_Work required:_ Your answer must consist of the records below, reproduced exactly, with every picture removed.

_Material provided:_
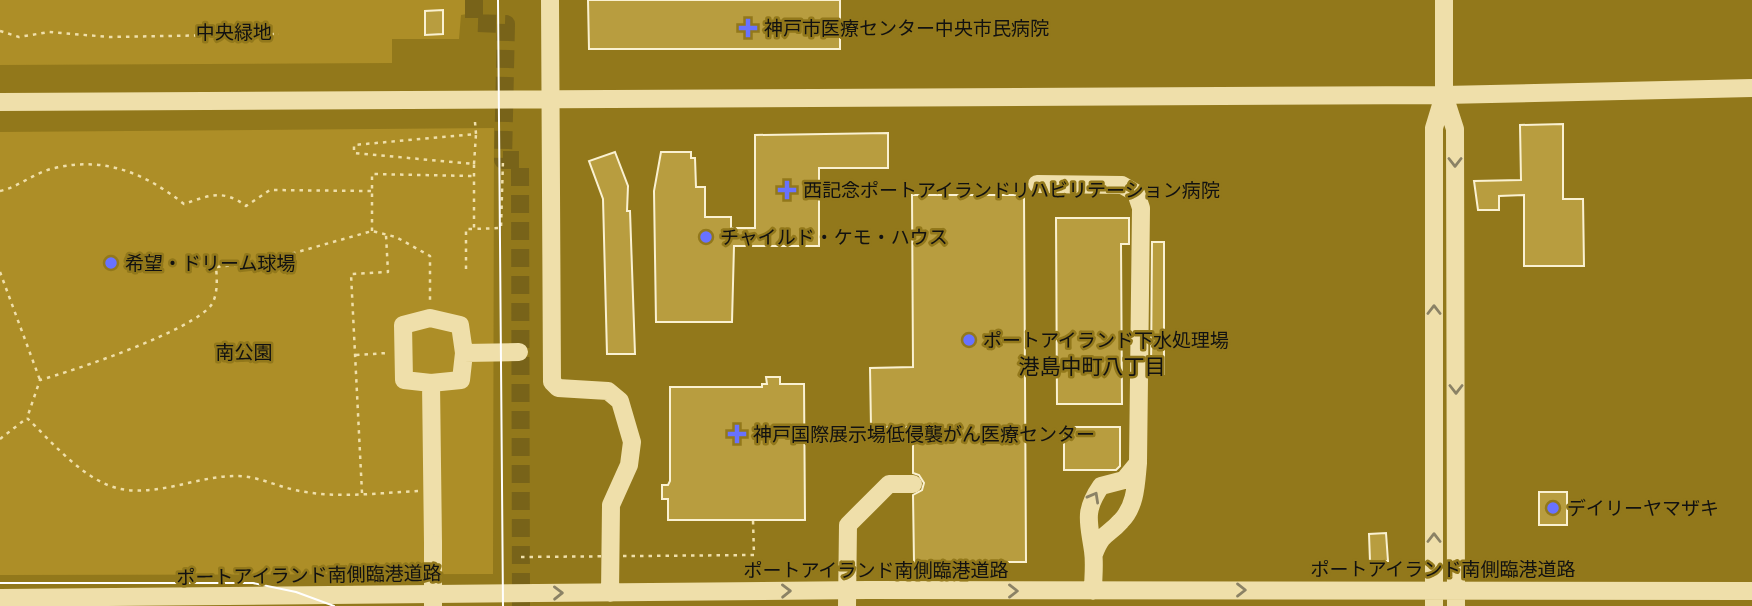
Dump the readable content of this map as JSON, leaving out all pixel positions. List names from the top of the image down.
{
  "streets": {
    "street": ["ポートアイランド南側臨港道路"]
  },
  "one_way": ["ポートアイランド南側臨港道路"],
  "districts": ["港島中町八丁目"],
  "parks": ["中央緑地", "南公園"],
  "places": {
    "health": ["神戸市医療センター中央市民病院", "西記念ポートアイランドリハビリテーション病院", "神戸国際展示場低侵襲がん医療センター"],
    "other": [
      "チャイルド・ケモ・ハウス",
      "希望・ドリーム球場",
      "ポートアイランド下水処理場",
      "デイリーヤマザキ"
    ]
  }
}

_Worked solution:_
Dump the readable content of this map as JSON, leaving out all pixel positions. List names from the top of the image down.
{
  "streets": {
    "street": ["ポートアイランド南側臨港道路"]
  },
  "one_way": ["ポートアイランド南側臨港道路"],
  "districts": ["港島中町八丁目"],
  "parks": ["中央緑地", "南公園"],
  "places": {
    "health": ["神戸市医療センター中央市民病院", "西記念ポートアイランドリハビリテーション病院", "神戸国際展示場低侵襲がん医療センター"],
    "other": [
      "チャイルド・ケモ・ハウス",
      "希望・ドリーム球場",
      "ポートアイランド下水処理場",
      "デイリーヤマザキ"
    ]
  }
}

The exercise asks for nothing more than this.